> [What is needed]: After locating the line that holds "Enumerate all labels, symbols", output it and all following lines word for word, stopping only at the end of the data.
━━━━━ Data records ━━━━━
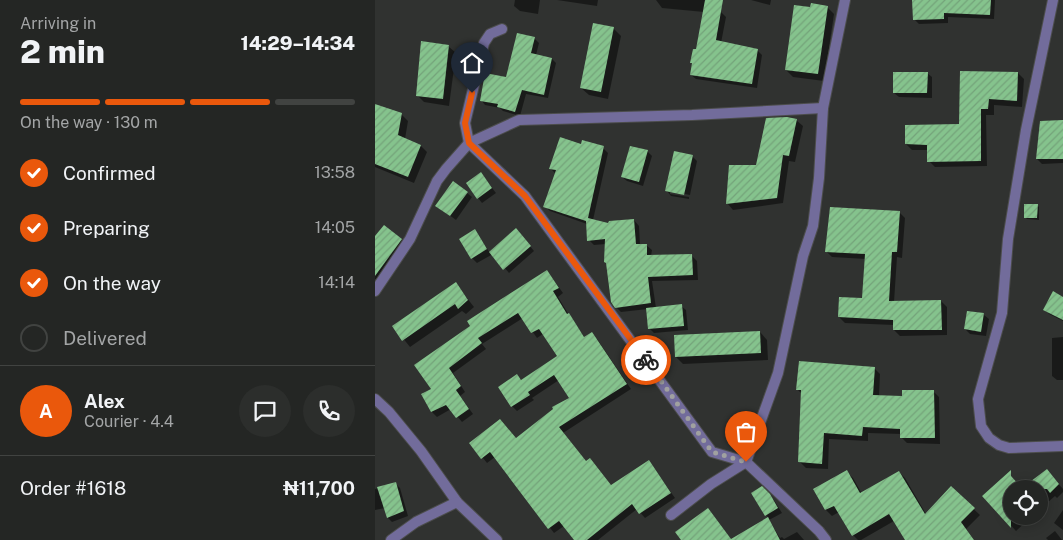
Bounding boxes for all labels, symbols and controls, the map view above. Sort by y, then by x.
text: Arriving in [20,14,96,33]
text: 14:29–14:34 [240,32,355,54]
text: 2 min [20,33,105,70]
pin [451,42,493,93]
icon: home [458,49,486,77]
text: On the way · 130 m [20,113,158,132]
icon: check [20,159,48,187]
text: Confirmed [63,162,156,184]
text: 13:58 [314,163,355,182]
icon: check [20,214,48,242]
text: Preparing [63,217,150,239]
text: 14:05 [315,218,355,237]
icon: check [20,269,48,297]
text: On the way [63,272,161,294]
text: 14:14 [318,273,355,292]
text: Delivered [63,327,147,349]
courier [621,335,671,385]
icon: bike [632,346,660,374]
button: chat [239,385,291,437]
button: phone [303,385,355,437]
text: Alex [84,390,125,412]
text: A [39,400,53,422]
pin [725,411,767,462]
text: Courier · 4.4 [84,412,174,431]
icon: bag [732,418,760,446]
text: Order #1618 [20,477,126,499]
text: ₦11,700 [283,477,355,499]
map controls [1003,480,1048,525]
button: locate [1003,480,1048,525]

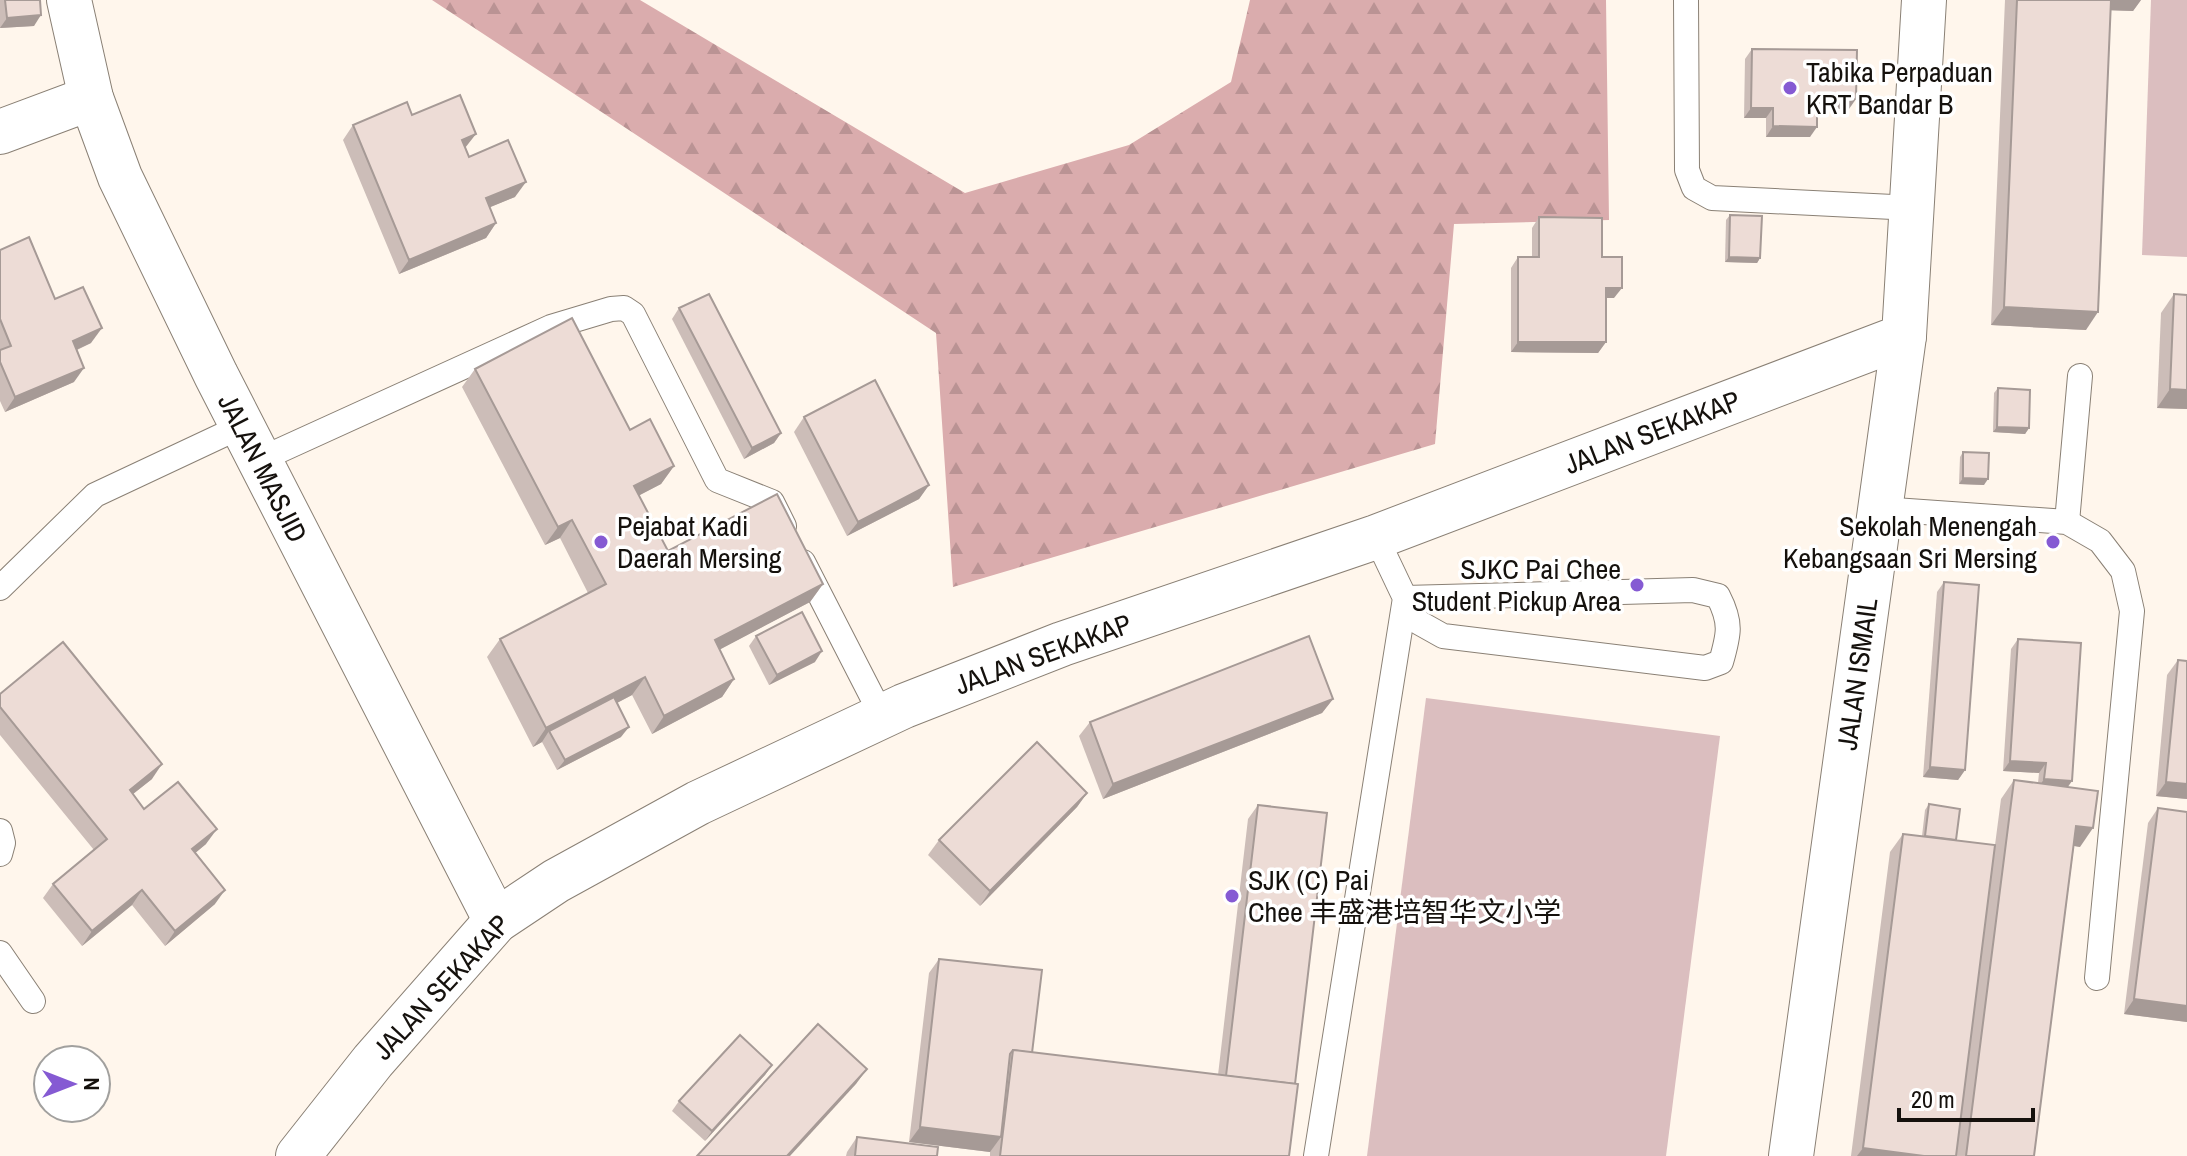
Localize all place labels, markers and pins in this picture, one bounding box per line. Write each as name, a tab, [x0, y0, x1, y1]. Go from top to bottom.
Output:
place label: Tabika Perpaduan KRT Bandar B	[1806, 53, 1993, 123]
marker: Tabika Perpaduan KRT Bandar B	[1781, 79, 1799, 97]
place label: Pejabat Kadi Daerah Mersing	[617, 507, 782, 577]
place label: Sekolah Menengah Kebangsaan Sri Mersing	[1783, 507, 2037, 577]
marker: Pejabat Kadi Daerah Mersing	[592, 533, 610, 551]
marker: Sekolah Menengah Kebangsaan Sri Mersing	[2044, 533, 2062, 551]
place label: SJKC Pai Chee Student Pickup Area	[1412, 550, 1621, 620]
marker: SJKC Pai Chee Student Pickup Area	[1628, 576, 1646, 594]
place label: SJK (C) Pai Chee 丰盛港培智华文小学	[1248, 861, 1561, 931]
marker: SJK (C) Pai Chee 丰盛港培智华文小学	[1223, 887, 1241, 905]

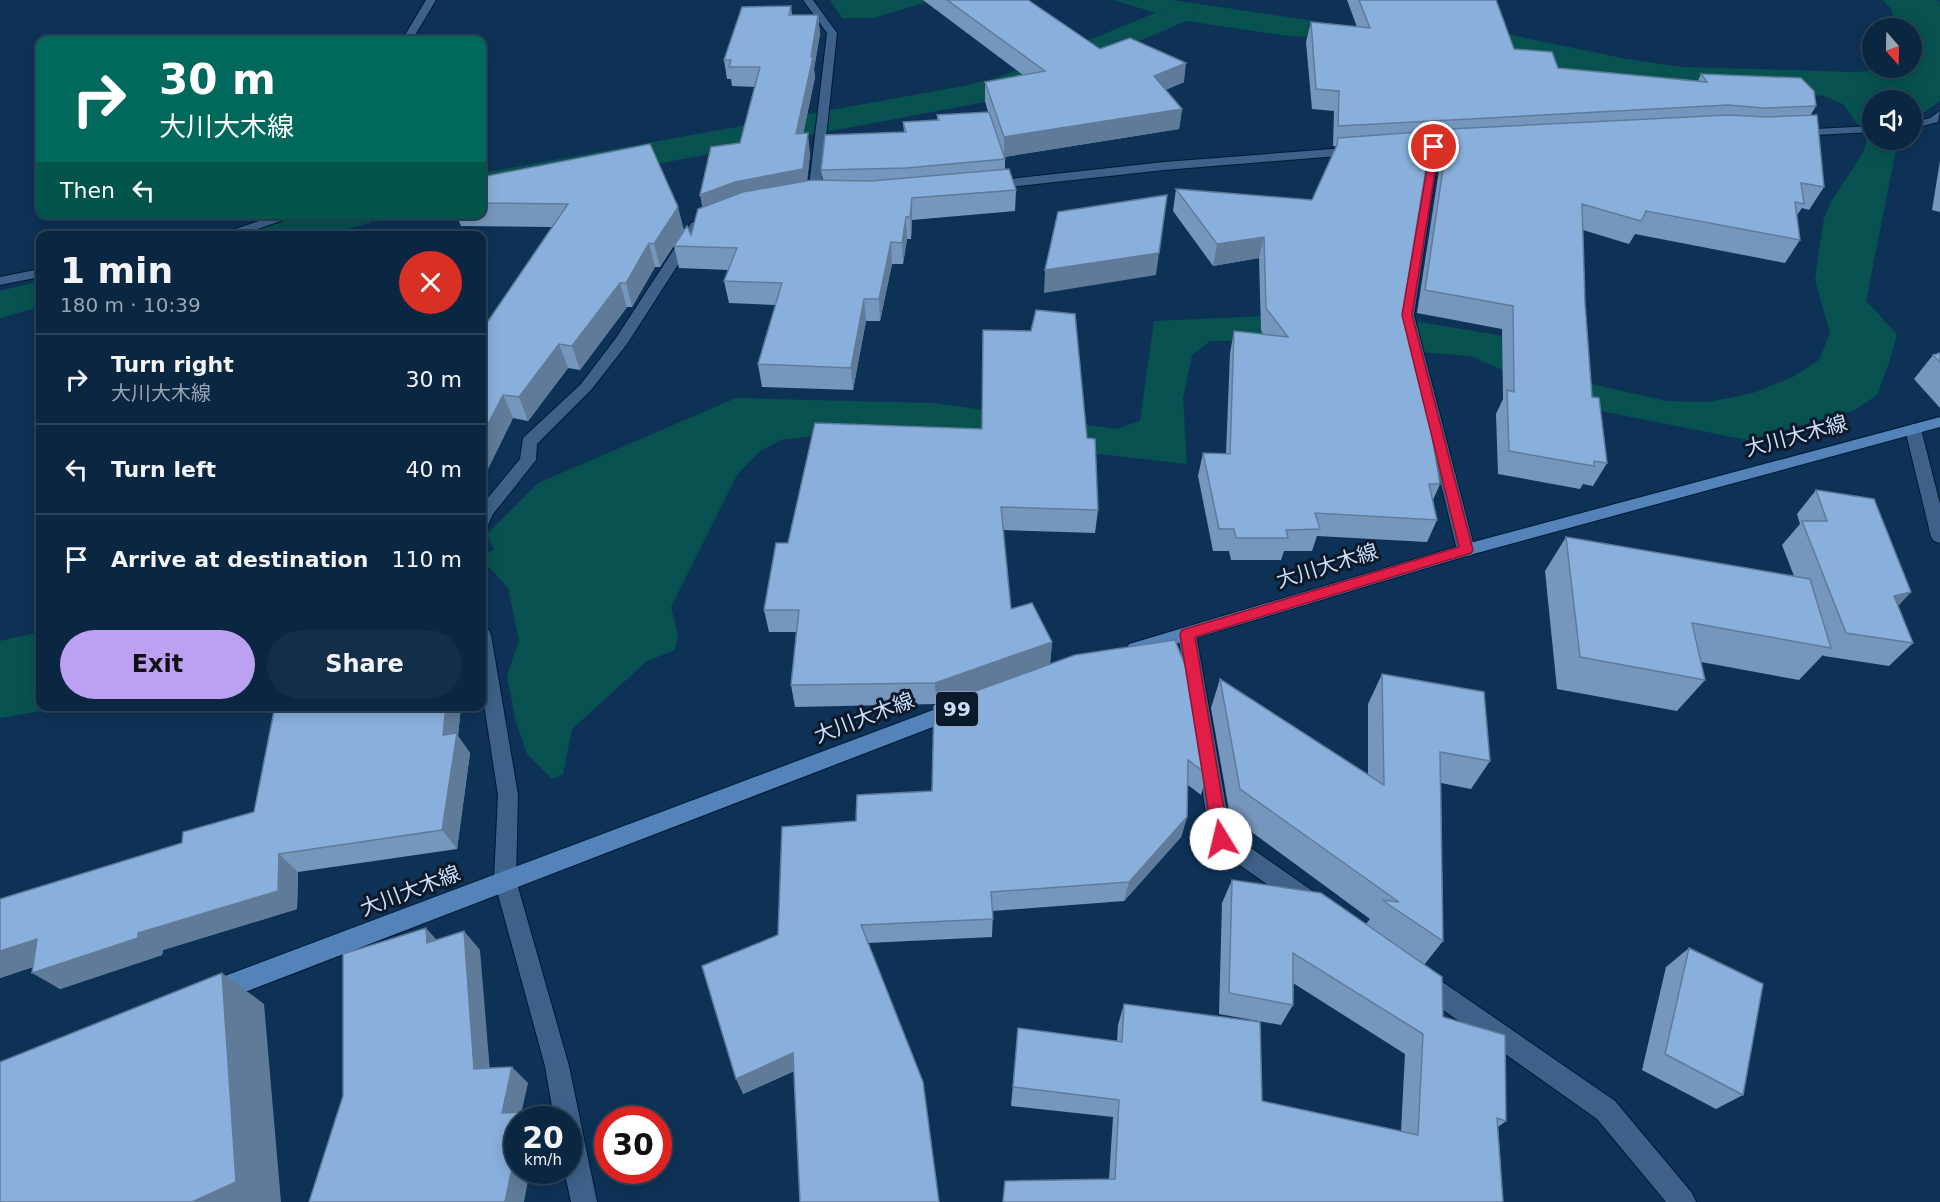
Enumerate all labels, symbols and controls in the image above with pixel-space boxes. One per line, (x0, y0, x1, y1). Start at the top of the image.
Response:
━━━━━
> [Written answer]:
Enumerate all labels, symbols and controls in the image above with pixel-space boxes. One per line, (x0, y0, x1, y1). Start at the top of the image.
Response:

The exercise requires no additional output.